Cryptococcal Meningitis (CM) associated immune reconstitution inflammatory syndrome (IRIS) has been described as aseptic meningitis with elevated intracranial pressure (ICP). It remains a diagnosis of exclusion. This is a case report of a 52-year-old male patient with newly diagnosed human immunodeficiency virus-1 (HIV) and CM who had initial improvement to induction and consolidation therapy of CM and antiretroviral therapy (ART). However; he deteriorated again and work up revealed multifocal lacunar strokes. Recurrence of CM was ruled out and IRIS diagnosis was presumed. The institution of steroid therapy had a dramatic effect on clinical status. According to our best knowledge, this is the second documented case of CM-IRIS induced stroke. Thus, this case serves to support the prior suggestion in medical literature of IRIS induced stroke.
A 52-year-old male patient presented to the emergency department (ED) for altered mental status and lethargy on a background of intravenous drug abuse and recent weight loss. On physical exam, he was oriented only to self, with intact muscle power and brisk deep tendon reflexes. Brain magnetic resonance imaging (MRI) was unremarkable. Past medical history was significant only for smoking without a history of diabetes, hypertension or dyslipidemia. HIV PCR was reactive. Blood culture was unremarkable. HIV viral load was 69,000 copies/ml and CD4 count was undetectable. Cryptococcus neoformans was cultured in the blood. CSF cryptococcal antigen titer was elevated at 1:2560 (reference is less than 1:5) with the findings shown in Table 1. Opening pressure was elevated at 46 cmH2O. The patient completed two weeks of liposomal amphotericin B in combination with flucytosine. His neurological function returned to his baseline. A repeat cerebrospinal fluid analysis (CSF) at the end of the 2 weeks treatment with amphotericin and flucytosine showed a negative CSF culture with white blood cells (WBC) of 50 cells/ml and protein of 154 mg/dl, with opening pressure of 26 cmH2O (see Table 1). Antiretroviral therapy (ART) was started after the 2 weeks treatment and CD4 count at time of ART initiation was zero. He was transitioned to fluconazole 800 mg daily and discharged home one week later. Prophylaxis for both Pneumocystis carinii and Mycoplasma avium was started.
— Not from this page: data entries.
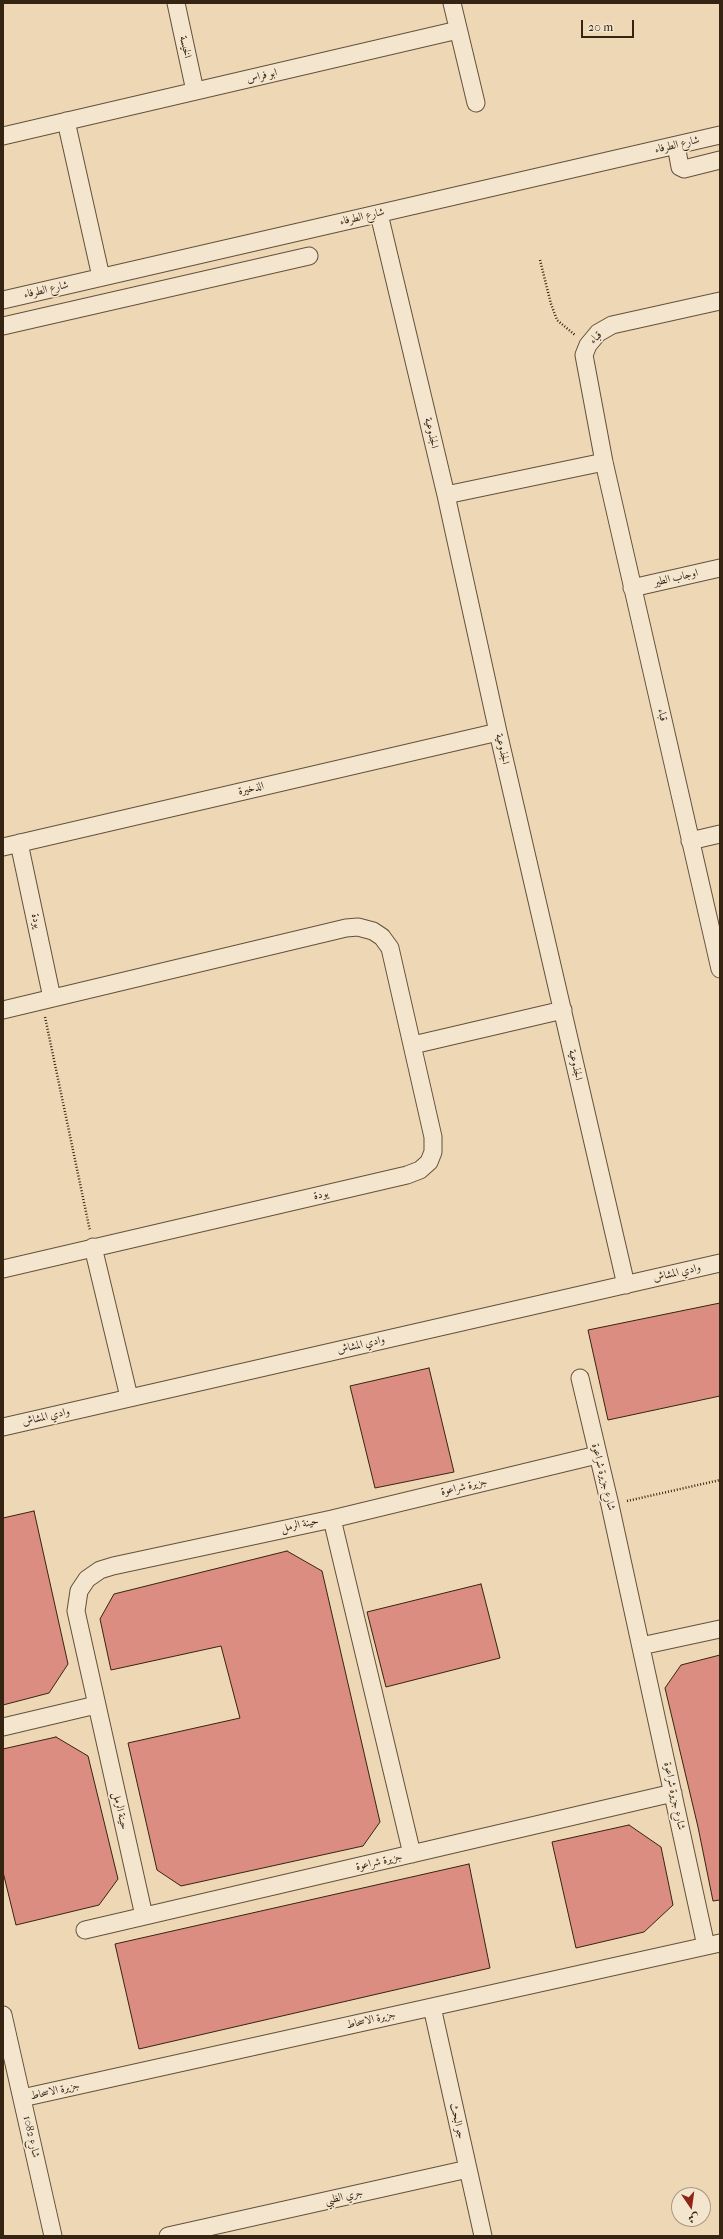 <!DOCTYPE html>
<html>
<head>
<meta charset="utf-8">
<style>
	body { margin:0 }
	#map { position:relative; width:723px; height:2239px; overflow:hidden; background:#eed7b4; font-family:"IM FELL French Canon",Amiri,serif }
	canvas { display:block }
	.frame { position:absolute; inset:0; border:4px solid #362413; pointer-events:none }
	.north { position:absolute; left:671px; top:2187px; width:40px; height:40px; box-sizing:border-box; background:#f4e5ce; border:1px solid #a89883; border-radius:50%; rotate:167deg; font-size:11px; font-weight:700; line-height:16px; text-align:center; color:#362413 }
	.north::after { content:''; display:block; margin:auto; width:14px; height:18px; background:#8f2418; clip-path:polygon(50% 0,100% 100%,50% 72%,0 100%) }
	.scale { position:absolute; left:581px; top:20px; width:53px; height:18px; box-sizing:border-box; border:2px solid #362413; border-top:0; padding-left:5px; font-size:12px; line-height:14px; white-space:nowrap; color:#362413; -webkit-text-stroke:3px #f4e5ce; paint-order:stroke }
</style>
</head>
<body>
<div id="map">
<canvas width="723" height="2239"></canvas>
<div class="frame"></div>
<div class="north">ش</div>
<div class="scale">20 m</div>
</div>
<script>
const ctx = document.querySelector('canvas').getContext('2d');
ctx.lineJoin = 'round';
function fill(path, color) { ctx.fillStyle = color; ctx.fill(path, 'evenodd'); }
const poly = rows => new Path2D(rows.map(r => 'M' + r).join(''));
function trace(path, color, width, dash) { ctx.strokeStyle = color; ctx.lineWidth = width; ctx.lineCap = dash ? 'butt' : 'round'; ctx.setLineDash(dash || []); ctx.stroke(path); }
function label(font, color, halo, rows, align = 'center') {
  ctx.font = font + ' "IM FELL French Canon",Amiri,serif'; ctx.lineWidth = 3.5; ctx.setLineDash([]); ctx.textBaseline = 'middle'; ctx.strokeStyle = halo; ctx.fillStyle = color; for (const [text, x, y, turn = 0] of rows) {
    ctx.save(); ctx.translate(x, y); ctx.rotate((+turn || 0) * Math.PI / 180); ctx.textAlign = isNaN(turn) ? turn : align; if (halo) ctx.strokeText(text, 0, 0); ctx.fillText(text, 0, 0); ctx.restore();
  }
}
const building = poly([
	[720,1303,720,1396,608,1420,588,1330,720,1303],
	[429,1368,454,1472,375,1488,350,1386,429,1368],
	[34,1511,68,1664,49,1693,3,1705,3,1518,34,1511],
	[287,1551,322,1571,380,1822,363,1846,181,1886,157,1870,128,1743,240,1718,221,1646,111,1670,100,1619,114,1594,287,1551],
	[481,1584,500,1658,386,1687,367,1612,481,1584],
	[720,1655,720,1900,713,1901,698,1827,665,1688,681,1665,720,1655],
	[56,1737,88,1756,118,1879,99,1905,16,1925,3,1872,3,1749,56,1737],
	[629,1825,661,1847,673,1905,644,1932,576,1948,552,1842,629,1825],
	[469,1864,490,1968,139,2049,115,1944,469,1864]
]);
const path = poly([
	[540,260,551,304,557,320,575,335],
	[45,1017,90,1231],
	[627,1501,720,1480]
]);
const minor = poly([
	[176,3,195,91],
	[452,3,476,103],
	[66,121,101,277],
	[3,136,458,30],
	[676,145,680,167,684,169,720,160],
	[379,214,446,495,498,732,626,1285],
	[3,300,720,135],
	[720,301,612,325,598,333,588,345,584,355,604,462,720,969],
	[3,326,309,256],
	[446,495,604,462],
	[632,588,720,568],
	[690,841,720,834],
	[19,843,52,998],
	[3,847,498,732],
	[3,1010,346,928,358,927,373,931,382,937,390,948,433,1137,433,1152,429,1162,420,1170,407,1175,3,1269],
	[413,1045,563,1010],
	[93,1247,129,1397],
	[580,1378,610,1505,706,1946],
	[3,1427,720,1263],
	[332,1519,412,1854],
	[641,1646,720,1629],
	[3,1727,96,1705],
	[144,1916,76,1611,79,1591,87,1579,100,1570,113,1566,332,1519,597,1455],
	[85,1930,673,1793],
	[432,2007,483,2236],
	[3,2015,53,2236],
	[22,2098,720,1943],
	[168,2236,468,2169]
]);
const streetNames = [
	["الخيسة",185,47,77],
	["ابو فراس",262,76,-13],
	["شارع الطرفاء",677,145,-13],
	["شارع الطرفاء",362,217,-13],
	["شارع الطرفاء",46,290,-13],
	["قباء",596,338,-44],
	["الجذوعية",431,433,77],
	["اوجاب الطير",676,578,-13],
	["قباء",662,715,77],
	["الجذوعية",502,749,77],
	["الذخيرة",251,789,-13],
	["يودة",36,921,78],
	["الجذوعية",575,1065,77],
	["يودة",321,1195,-13],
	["وادي المشاش",677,1273,-13],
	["وادي المشاش",361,1345,-13],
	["وادي المشاش",46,1417,-13],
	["شارع جزيرة شراعوة",603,1477,76],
	["جزيرة شراعوة",464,1487,-13],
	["حينة الرمل",300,1525,-12],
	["شارع جزيرة شراعوة",674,1796,78],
	["حينة الرمل",120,1811,77],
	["جزيرة شراعوة",379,1862,-13],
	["جزيرة الاسحاط",371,2020,-13],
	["جزيرة الاسحاط",55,2091,-13],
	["جو البحث",457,2121,77],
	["شارع 1082",31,2137,77],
	["جري الظبي",344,2197,-13]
];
fill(building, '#da8d80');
trace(building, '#362413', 1);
trace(minor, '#64513b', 19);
trace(path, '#362413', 2.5, [1, 2]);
trace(minor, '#f4e5ce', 17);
label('11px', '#362413', '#f4e5ce', streetNames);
</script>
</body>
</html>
Nine weeks later and while on fluconazole 400 mg daily, he presented again with altered mental status as he was progressively confused and not able to recognize family members. Physical exam showed a thin built, obtunded, nonverbal patient who does not follow commands but withdraws to pain. He was afebrile and vital signs were stable. Labs were largely unremarkable except for bandemia at 62% (reference 0-8%). White blood cell count (WBC) was within normal limits at 7,600 cells/ml and electrolytes were within normal range. At this point 10 weeks after initiation of ART, a repeat CD4 count was 34 cell/ml with undetectable viral load. Brain MRI showed new areas of restricted diffusion in both cerebral and cerebellar hemispheres and corpus callosum with corresponding fluid attenuated inversion recovery (FLAIR) hyperintensities, suggestive of new multifocal areas of infarction with progression of diffuse leptomeningeal enhancement (Figure 1,2). The patient had a lumbar puncture (LP) in a left lateral decubitus position that showed colorless CSF with elevated opening pressure of 30 cmH2O, closing pressure of 8 cmH2O, 52 WBC, elevated protein at 159 mg/dl, and low glucose at 29 mg/dl. Peripheral blood glucose level was at 105 mg/dl. CSF cryptococcal antigen titer was elevated at 1:1280 (reference is less than 1:5). Around 25 ml of clear colorless CSF was removed. CSF cultures including fungal, bacterial, anaerobic and acid fast bacilli were negative. CRP was elevated at 6.2 mg/l (see Table 1).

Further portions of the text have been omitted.